None of this is to suggest that the world of Speed Racer is some kind of placid utopia. On the contrary, the World Racing League is a hotbed of criminality, a sort of velvet-glove/iron-fist situation in which double-dealing, insider trading, and stock manipulation by the sport’s big corporate sponsors and car manufacturers is aided by a network of organized-crime race fixers. Speed comes to learn that the finishing order of the major races is often predetermined by the sponsors in advance, and that many drivers — whether willingly or as the result of blackmail — function effectively as guns for hire, either paid to take out honest competitors or forced to take a dive so that the crooked ones can advance to victory lane. The fortunes of the companies associated with the winning and losing cars fluctuate accordingly, allowing their corporate overlords to cash in based on their foreknowledge of how the races will be run. (This is all spelled out in a handful of preposterously dense exposition scenes that, in the Wachowskis’ baroquely scripted way, feel nearly as disorienting as the psychedelic visuals.)

But the regulations these entities violate are all racing-related, not environmental in nature. Royalton Industries, the biggest and baddest of the companies that dominate Speed’s sport, wants simply to cash in on fixed races, not to belch filth into the atmosphere from its cars or the process of constructing them.
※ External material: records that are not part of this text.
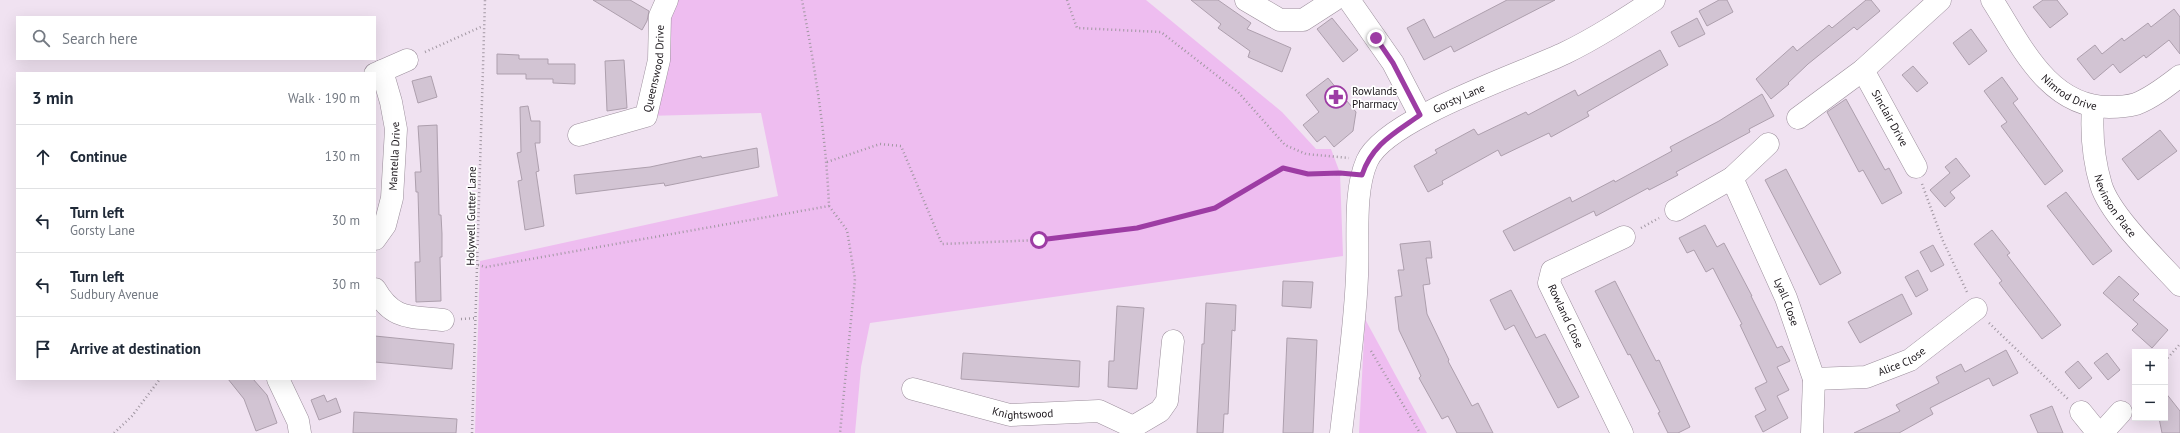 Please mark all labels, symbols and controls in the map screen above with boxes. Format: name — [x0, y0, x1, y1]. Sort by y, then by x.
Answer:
search box — [16, 16, 376, 60]
street label: Queenswood Drive — [640, 24, 667, 114]
icon: search — [30, 27, 52, 49]
text: Search here — [62, 29, 138, 48]
route end — [1367, 29, 1385, 47]
street label: Nimrod Drive — [2038, 71, 2098, 113]
street label: Gorsty Lane — [1431, 80, 1487, 116]
pharmacy icon: Rowlands Pharmacy — [1323, 84, 1349, 110]
place label: Rowlands Pharmacy — [1352, 84, 1399, 111]
text: 3 min — [32, 87, 73, 109]
street label: Sinclair Drive — [1869, 87, 1912, 149]
text: Walk · 190 m — [288, 90, 360, 107]
street label: Mantella Drive — [385, 120, 403, 191]
icon: ahead — [32, 146, 54, 168]
text: Continue — [70, 147, 127, 166]
text: 130 m — [325, 148, 360, 165]
street label: Holywell Gutter Lane — [463, 166, 479, 266]
street label: Nevinson Place — [2091, 173, 2140, 241]
text: Turn left — [70, 203, 124, 222]
icon: left — [32, 210, 54, 232]
text: 30 m — [332, 212, 360, 229]
text: Gorsty Lane — [70, 222, 135, 239]
route start — [1030, 231, 1048, 249]
text: Turn left — [70, 267, 124, 286]
icon: left — [32, 274, 54, 296]
text: 30 m — [332, 276, 360, 293]
street label: Lyall Close — [1771, 276, 1802, 328]
street label: Rowland Close — [1545, 282, 1587, 351]
text: Sudbury Avenue — [70, 286, 159, 303]
icon: arrive — [32, 338, 54, 360]
text: Arrive at destination — [70, 339, 201, 358]
street label: Alice Close — [1876, 343, 1928, 379]
map controls — [2132, 349, 2168, 421]
button: + — [2132, 349, 2168, 385]
button: − — [2132, 385, 2168, 421]
street label: Knightswood — [991, 404, 1054, 422]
Its overall goal is to consolidate control over the world’s two transponder factories and thus monopolize one of the sources of clean power that literally drive the sport.

Snake Oil looks over Speed Racer Image: Warner Bros. Pictures

And even so, guess what? Speed’s incorruptibility and his skill behind the wheel prove to be Royalton’s undoing. The company’s eponymous head honcho’s wicked ways both on and off the track are exposed to the world by Speed’s heroism; the film ends with a shot of Royalton behind bars, with the caption “CHEATERS NEVER PROSPER” beneath it.
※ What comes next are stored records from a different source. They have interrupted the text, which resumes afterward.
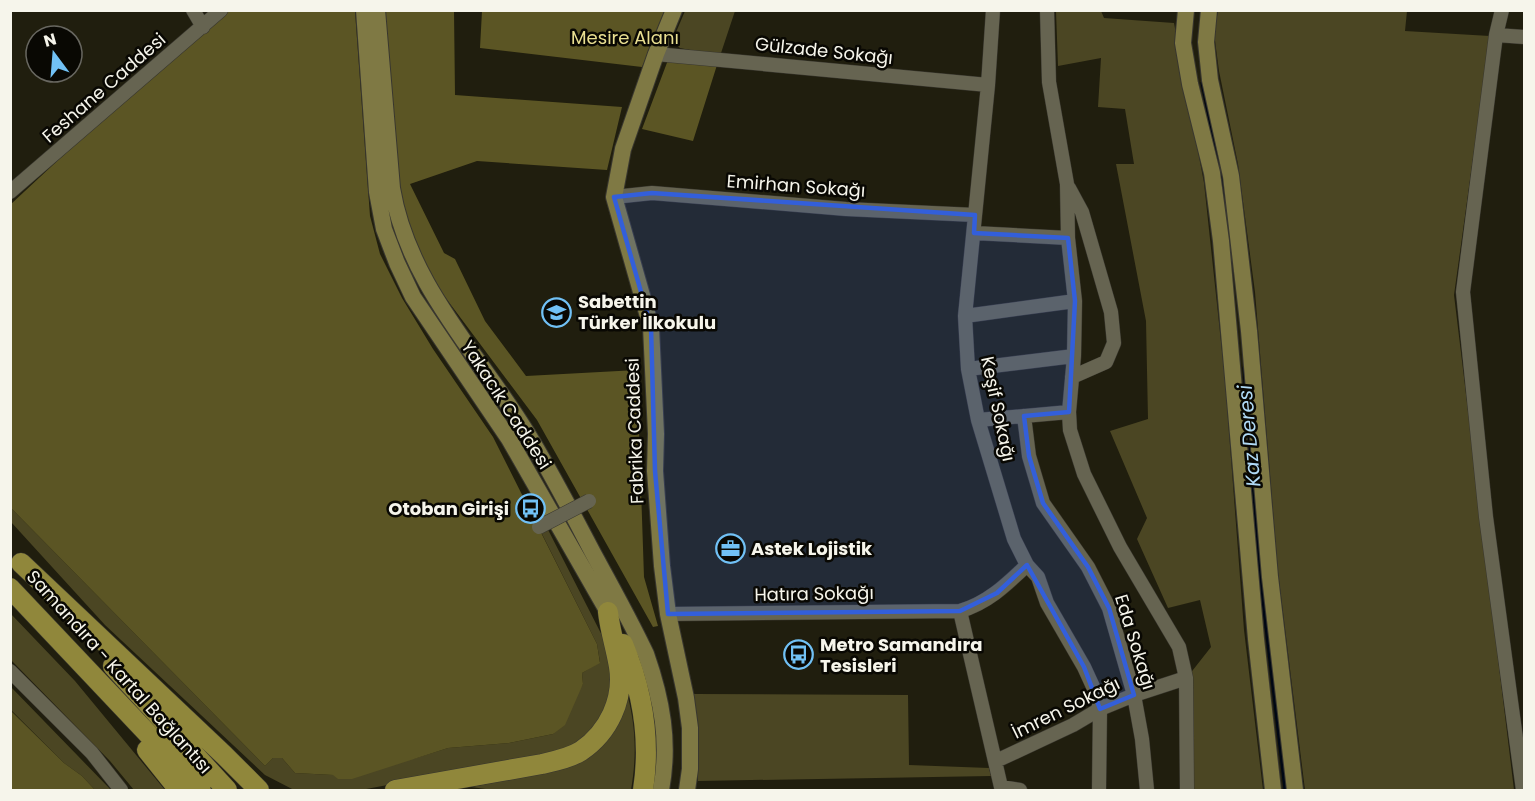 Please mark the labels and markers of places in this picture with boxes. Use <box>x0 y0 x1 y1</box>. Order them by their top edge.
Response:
place label: Sabettin Türker İlkokulu <box>578 289 716 335</box>
school or university icon: Sabettin Türker İlkokulu <box>541 296 573 328</box>
bus stop icon: Otoban Girişi <box>514 493 546 525</box>
place label: Otoban Girişi <box>388 496 509 521</box>
office icon: Astek Lojistik <box>714 533 746 565</box>
place label: Astek Lojistik <box>751 536 873 561</box>
place label: Metro Samandıra Tesisleri <box>820 632 983 678</box>
bus stop icon: Metro Samandıra Tesisleri <box>783 639 815 671</box> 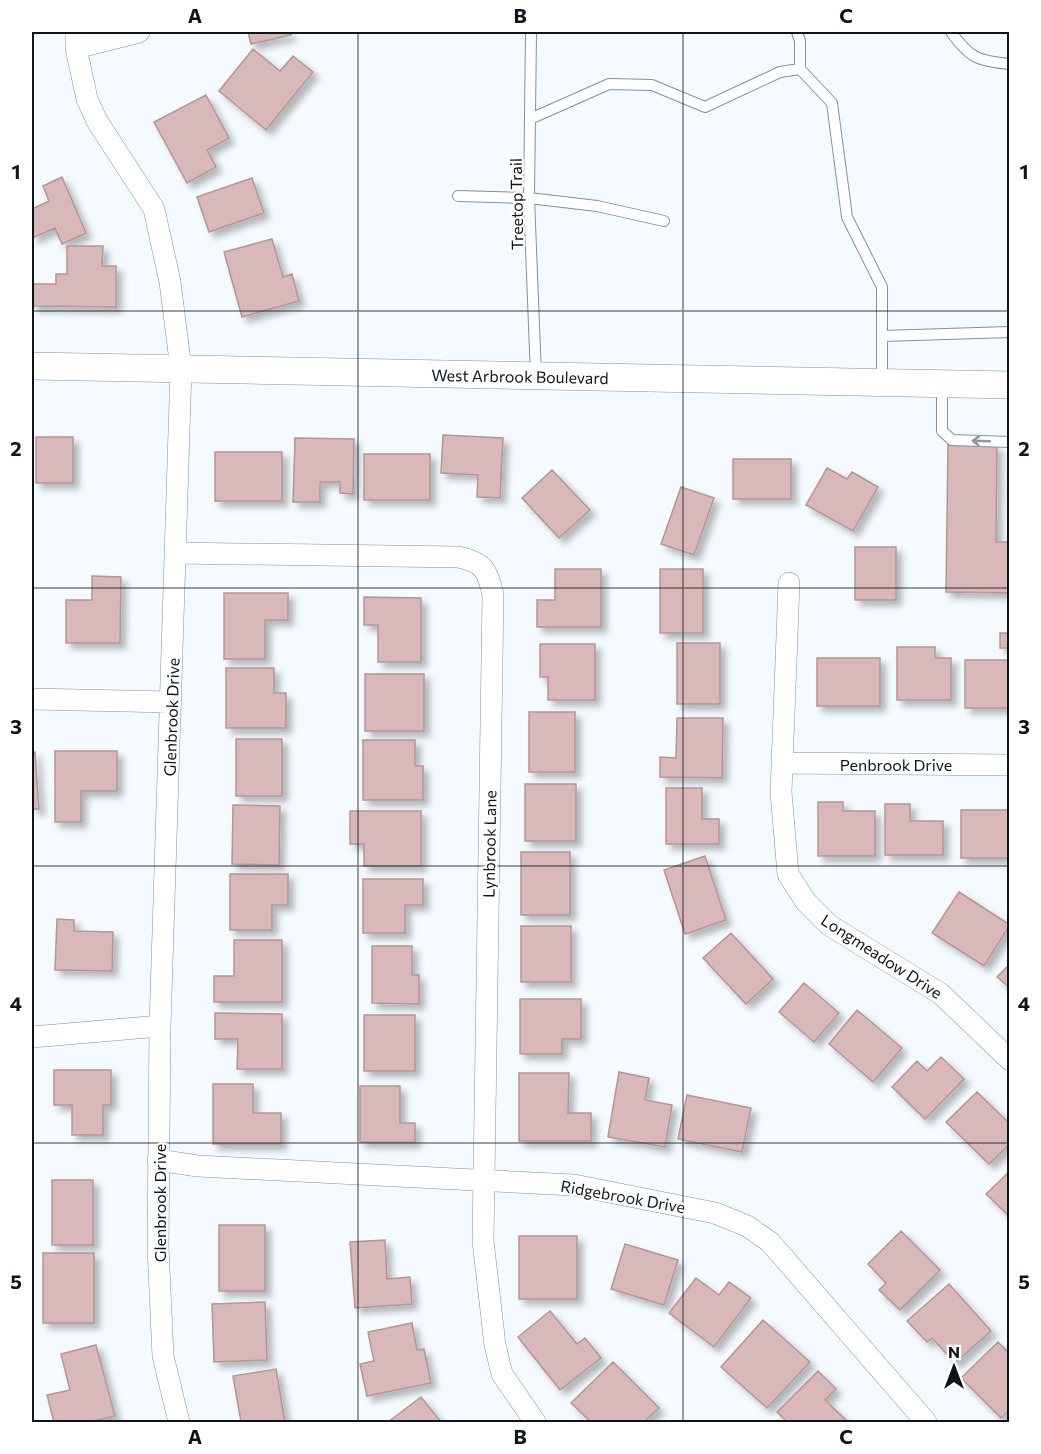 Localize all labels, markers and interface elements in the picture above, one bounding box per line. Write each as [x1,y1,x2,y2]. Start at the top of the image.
text: A [188,3,202,27]
text: B [513,3,527,27]
text: C [839,3,853,27]
street label: Treetop Trail [506,158,526,250]
text: 1 [11,159,21,183]
text: 1 [1019,159,1029,183]
street label: West Arbrook Boulevard [431,365,609,387]
one-way arrow [971,435,991,446]
text: 2 [10,436,22,460]
text: 2 [1018,436,1030,460]
street label: Glenbrook Drive [159,657,183,777]
text: 3 [10,714,22,738]
text: 3 [1018,714,1030,738]
street label: Penbrook Drive [840,755,952,774]
street label: Lynbrook Lane [479,790,499,898]
street label: Longmeadow Drive [818,910,946,1002]
text: 4 [10,991,22,1015]
text: 4 [1018,991,1030,1015]
street label: Glenbrook Drive [150,1144,169,1262]
street label: Ridgebrook Drive [559,1176,687,1216]
text: 5 [10,1269,22,1293]
text: 5 [1018,1269,1030,1293]
north arrow [924,1337,984,1397]
text: N [948,1342,960,1361]
text: A [188,1424,202,1448]
text: B [513,1424,527,1448]
text: C [839,1424,853,1448]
Obviously, we should all be so lucky. Indeed, one of the great pleasures of watching Speed Racer in this day and age is this other fantasy of freedom. In the freedom from corporate greed and the lying, thieving billionaires who benefit from it, and from the catastrophe of climate change itself. It’s a lot easier to imagine a world in which CHEATERS NEVER PROSPER when the world itself isn’t under constant assault from their rampant pollution, deception, and manipulation of the political process to serve their own ends. In this candy-colored future, where there’s a car straight out of F-Zero in every driveway and gas stations exist only in the imagination, there’s room for a race-car driver to vroom his way to victory, over both his competitors and the conglomerates that back them. Speed is free to make art — the word that his mother pointedly uses to describe what he does out on the track — without any climate-destroying byproducts. It’s a beautiful vision, both visually and emotionally, of a world unfettered by the ticking time bomb of global warming and the bastards who lit the fuse.
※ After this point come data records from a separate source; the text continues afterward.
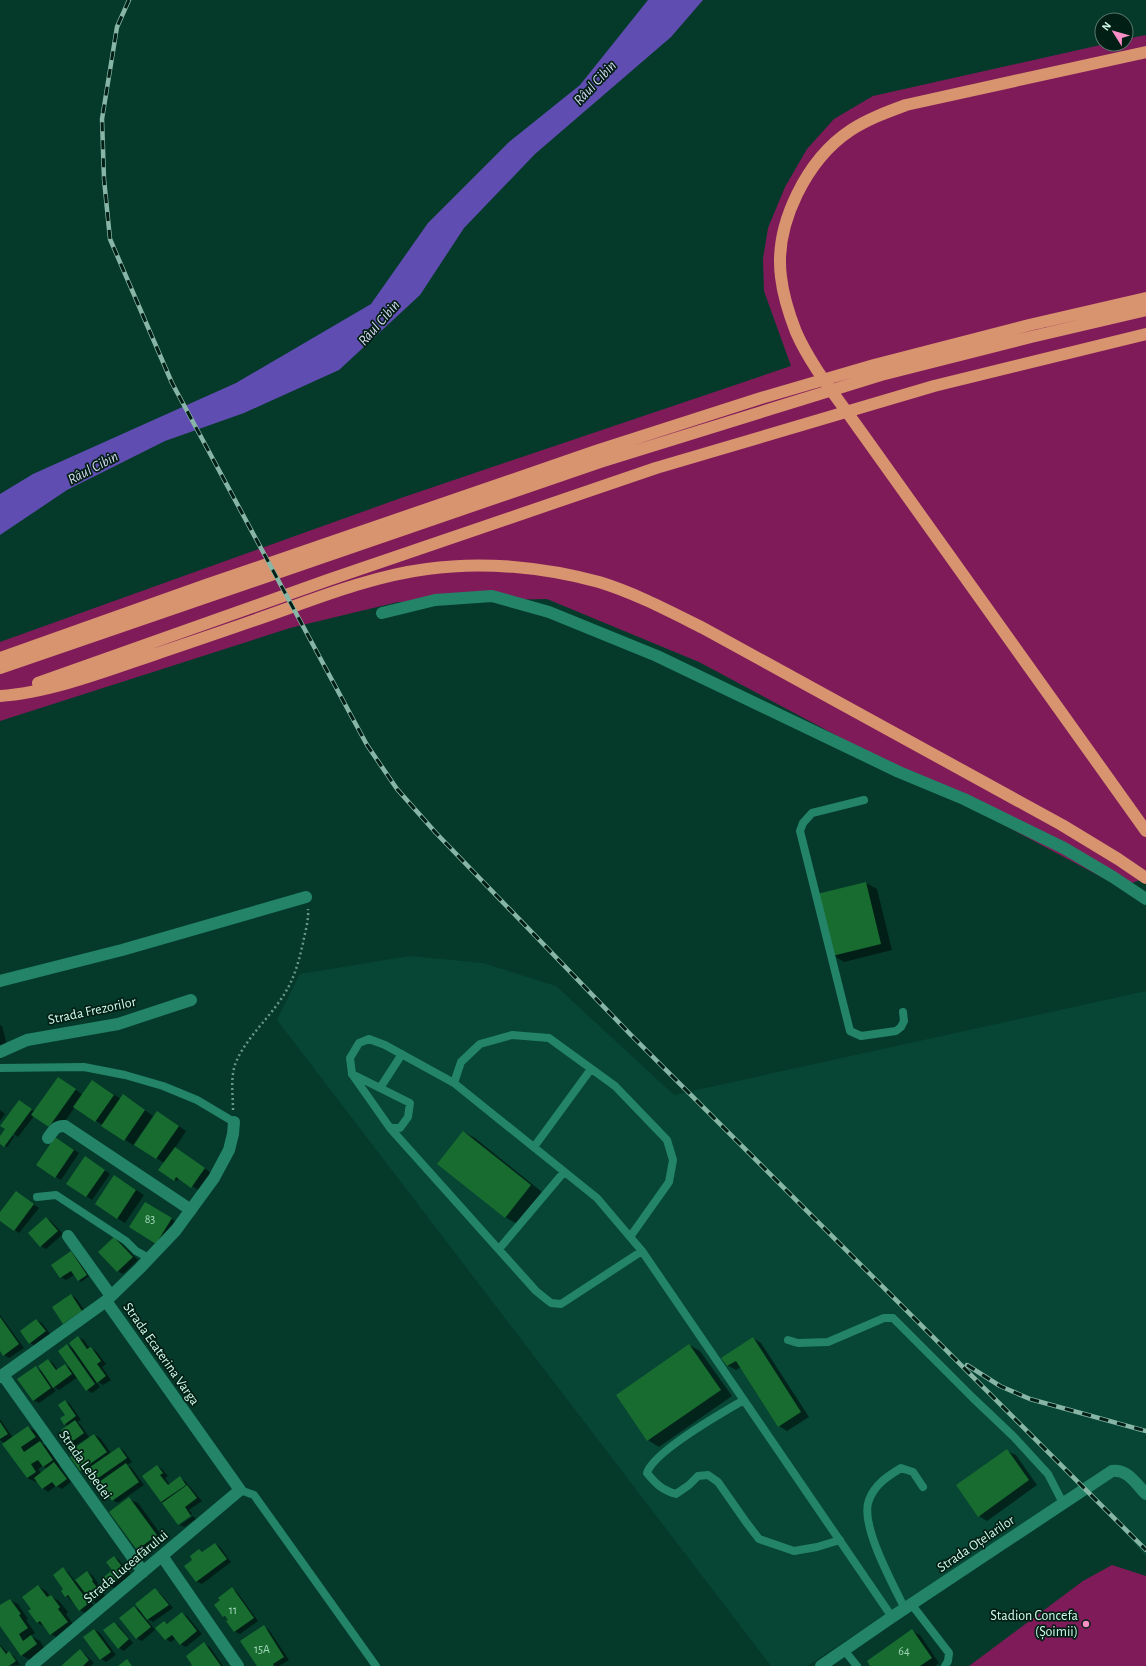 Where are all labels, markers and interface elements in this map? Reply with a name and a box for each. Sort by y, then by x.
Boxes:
north arrow [1094,12,1134,52]
text: N [1100,20,1113,33]
water label: Râul Cibin [571,58,619,108]
water label: Râul Cibin [355,297,403,349]
water label: Râul Cibin [65,449,121,487]
street label: Strada Frezorilor [47,995,138,1027]
house number: 83 [145,1213,155,1225]
street label: Strada Ecaterina Varga [120,1300,202,1408]
street label: Strada Lebedei [56,1428,114,1502]
street label: Strada Oțelarilor [935,1513,1018,1576]
street label: Strada Luceafărului [81,1528,171,1606]
house number: 11 [229,1604,237,1616]
place label: Stadion Concefa (Șoimii) [990,1609,1079,1640]
marker: Stadion Concefa (Șoimii) [1081,1619,1091,1629]
house number: 15A [254,1643,270,1655]
house number: 64 [898,1645,910,1657]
You can feel that fantasy truly take hold in the final lap of Speed’s climactic Grand Prix race, when he’s left all his challengers in the dust, and all that remains is to cross that finish line to the raucous cheers of the crowd, the announcers, and his family and friends. The film positively explodes into an eye-melting, spacetime-warping visual representation of that final victory. Imagine if the final moments of Luke Skywalker’s Death Star attack run were witnessed by a capacity crowd while somehow taking place on the Rainbow Road course of a Mario Kart game and you’ve come close to the ecstatic feeling of the sequence. In those moments, it’s easy to imagine overcoming impossible odds, be they personal or political.

So what if that triumph is fictional? We too need fuel to fire our desire for change and the will to see it done. If it comes in the form of a failed blockbuster, the visual genius of which has turned it into a cult classic, so be it. Fire up the Bernoulli Convergenator and floor it.